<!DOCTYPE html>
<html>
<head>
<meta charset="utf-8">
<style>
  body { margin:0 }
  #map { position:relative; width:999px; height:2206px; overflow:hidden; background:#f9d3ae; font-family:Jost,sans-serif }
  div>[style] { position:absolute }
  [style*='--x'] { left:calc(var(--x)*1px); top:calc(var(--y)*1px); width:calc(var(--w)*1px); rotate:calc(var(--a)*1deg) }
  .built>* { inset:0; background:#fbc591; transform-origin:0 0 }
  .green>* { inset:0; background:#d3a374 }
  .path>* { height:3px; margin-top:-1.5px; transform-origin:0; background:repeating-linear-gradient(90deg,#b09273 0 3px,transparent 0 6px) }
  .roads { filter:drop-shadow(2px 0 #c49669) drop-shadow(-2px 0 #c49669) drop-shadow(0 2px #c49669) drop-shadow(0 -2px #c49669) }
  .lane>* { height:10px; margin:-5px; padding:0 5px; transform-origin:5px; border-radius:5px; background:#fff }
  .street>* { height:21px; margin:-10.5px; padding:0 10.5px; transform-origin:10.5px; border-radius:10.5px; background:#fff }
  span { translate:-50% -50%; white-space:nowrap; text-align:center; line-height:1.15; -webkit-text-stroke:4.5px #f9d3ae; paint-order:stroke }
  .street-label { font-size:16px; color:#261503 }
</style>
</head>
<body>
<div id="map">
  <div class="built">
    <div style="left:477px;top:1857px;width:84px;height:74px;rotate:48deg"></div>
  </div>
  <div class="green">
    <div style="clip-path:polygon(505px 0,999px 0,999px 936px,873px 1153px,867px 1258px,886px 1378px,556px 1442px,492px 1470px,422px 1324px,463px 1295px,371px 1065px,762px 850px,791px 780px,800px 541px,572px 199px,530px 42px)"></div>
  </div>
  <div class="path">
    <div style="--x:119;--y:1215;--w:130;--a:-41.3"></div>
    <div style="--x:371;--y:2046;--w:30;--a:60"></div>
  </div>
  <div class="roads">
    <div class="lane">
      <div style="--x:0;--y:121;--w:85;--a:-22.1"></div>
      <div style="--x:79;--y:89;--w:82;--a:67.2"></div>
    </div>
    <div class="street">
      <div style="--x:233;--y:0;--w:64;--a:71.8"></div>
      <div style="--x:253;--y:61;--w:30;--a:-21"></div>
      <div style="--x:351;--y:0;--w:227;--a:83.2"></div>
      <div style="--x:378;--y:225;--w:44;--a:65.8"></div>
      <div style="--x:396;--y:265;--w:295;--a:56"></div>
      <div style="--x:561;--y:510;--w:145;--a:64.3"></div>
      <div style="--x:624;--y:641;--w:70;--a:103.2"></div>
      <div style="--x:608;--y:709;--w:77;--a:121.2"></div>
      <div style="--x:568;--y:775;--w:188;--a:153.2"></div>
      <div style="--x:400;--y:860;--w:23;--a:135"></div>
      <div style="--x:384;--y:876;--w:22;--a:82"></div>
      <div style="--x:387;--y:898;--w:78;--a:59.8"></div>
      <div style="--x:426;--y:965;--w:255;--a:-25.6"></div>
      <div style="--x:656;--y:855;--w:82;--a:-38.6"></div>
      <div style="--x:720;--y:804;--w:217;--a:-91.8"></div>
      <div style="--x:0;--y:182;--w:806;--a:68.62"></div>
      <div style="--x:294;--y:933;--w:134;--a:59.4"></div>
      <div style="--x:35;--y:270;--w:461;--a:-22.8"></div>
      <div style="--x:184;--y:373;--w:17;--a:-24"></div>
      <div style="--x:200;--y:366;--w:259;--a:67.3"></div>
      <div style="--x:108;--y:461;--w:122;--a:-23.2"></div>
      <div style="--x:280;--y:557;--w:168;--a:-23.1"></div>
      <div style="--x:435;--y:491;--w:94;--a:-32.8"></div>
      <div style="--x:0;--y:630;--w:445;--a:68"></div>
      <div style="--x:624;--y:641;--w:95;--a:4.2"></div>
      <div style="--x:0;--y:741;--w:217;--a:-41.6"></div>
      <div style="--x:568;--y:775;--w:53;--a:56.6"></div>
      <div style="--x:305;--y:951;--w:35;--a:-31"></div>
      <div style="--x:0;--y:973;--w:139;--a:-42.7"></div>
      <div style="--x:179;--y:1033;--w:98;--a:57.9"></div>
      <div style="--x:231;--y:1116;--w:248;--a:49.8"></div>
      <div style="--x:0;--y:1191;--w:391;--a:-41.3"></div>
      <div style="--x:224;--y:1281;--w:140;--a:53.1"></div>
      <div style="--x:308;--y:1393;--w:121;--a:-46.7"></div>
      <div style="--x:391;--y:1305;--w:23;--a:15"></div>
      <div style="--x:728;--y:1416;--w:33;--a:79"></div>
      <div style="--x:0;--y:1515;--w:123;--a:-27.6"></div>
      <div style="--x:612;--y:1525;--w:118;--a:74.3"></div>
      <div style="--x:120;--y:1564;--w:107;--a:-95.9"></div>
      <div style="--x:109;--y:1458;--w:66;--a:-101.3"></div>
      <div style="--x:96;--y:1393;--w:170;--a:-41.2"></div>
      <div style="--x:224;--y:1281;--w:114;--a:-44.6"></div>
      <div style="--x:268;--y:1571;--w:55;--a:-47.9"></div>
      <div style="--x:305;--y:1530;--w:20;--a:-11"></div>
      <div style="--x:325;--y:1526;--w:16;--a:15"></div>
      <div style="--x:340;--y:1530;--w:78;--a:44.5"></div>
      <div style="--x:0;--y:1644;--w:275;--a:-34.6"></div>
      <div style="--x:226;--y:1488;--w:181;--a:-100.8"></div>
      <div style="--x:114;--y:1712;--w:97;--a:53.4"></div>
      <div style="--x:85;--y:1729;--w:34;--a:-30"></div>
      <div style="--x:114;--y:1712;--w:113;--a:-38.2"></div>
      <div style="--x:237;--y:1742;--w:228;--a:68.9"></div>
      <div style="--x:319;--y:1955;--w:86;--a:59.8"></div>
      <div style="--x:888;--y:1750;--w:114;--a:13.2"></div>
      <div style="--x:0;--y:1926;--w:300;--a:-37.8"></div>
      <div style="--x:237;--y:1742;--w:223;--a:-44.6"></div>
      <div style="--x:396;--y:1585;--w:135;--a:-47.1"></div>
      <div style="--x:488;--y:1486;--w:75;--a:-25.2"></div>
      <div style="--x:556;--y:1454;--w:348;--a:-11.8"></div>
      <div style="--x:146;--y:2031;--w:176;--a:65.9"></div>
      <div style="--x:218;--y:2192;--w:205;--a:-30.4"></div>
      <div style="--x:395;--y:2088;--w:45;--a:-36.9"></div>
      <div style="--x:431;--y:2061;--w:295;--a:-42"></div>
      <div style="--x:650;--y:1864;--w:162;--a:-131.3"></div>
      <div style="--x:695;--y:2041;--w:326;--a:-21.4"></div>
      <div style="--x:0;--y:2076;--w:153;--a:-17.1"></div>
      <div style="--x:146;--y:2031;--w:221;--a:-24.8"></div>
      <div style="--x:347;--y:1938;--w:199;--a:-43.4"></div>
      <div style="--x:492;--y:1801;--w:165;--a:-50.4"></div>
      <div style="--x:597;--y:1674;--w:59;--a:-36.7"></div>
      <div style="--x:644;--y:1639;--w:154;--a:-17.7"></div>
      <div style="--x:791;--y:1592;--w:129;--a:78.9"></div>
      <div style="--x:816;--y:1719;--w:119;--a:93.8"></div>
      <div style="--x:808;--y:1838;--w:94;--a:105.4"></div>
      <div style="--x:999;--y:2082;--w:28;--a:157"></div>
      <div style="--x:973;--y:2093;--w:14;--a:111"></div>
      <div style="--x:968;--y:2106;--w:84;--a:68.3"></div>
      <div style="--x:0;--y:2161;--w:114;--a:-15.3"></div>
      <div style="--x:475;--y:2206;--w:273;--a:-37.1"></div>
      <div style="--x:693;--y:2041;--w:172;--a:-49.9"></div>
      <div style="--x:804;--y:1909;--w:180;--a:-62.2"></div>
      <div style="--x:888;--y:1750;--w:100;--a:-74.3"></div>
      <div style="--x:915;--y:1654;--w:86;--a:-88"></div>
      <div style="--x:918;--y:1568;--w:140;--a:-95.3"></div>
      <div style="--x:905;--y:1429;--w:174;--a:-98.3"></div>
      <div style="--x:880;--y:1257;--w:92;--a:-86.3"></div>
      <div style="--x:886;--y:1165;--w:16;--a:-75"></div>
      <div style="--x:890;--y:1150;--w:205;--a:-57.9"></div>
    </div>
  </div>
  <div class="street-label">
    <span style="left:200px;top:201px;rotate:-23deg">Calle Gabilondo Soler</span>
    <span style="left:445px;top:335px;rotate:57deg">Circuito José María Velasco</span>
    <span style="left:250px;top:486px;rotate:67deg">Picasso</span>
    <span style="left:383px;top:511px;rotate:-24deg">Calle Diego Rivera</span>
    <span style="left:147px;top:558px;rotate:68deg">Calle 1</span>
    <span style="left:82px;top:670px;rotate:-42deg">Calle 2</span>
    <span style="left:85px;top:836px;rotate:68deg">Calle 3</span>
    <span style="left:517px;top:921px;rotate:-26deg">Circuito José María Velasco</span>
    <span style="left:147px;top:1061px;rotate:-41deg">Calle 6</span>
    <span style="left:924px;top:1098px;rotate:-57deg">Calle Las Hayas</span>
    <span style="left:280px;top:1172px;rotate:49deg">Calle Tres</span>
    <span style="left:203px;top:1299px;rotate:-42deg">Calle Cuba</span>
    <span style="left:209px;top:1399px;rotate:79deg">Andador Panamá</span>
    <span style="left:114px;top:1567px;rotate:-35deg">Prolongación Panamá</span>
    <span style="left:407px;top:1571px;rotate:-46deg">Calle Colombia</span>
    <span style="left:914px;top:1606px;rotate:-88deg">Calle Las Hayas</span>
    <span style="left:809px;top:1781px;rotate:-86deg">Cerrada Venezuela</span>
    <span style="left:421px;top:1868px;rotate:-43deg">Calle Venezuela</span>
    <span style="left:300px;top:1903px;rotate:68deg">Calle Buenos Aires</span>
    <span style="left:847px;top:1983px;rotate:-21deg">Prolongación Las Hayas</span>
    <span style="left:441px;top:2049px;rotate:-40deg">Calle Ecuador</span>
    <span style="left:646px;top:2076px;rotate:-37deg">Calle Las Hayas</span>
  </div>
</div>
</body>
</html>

----------

Work order: Looking at the records, report the number of lines that hold the string "inset", with no other text.

Task output: 2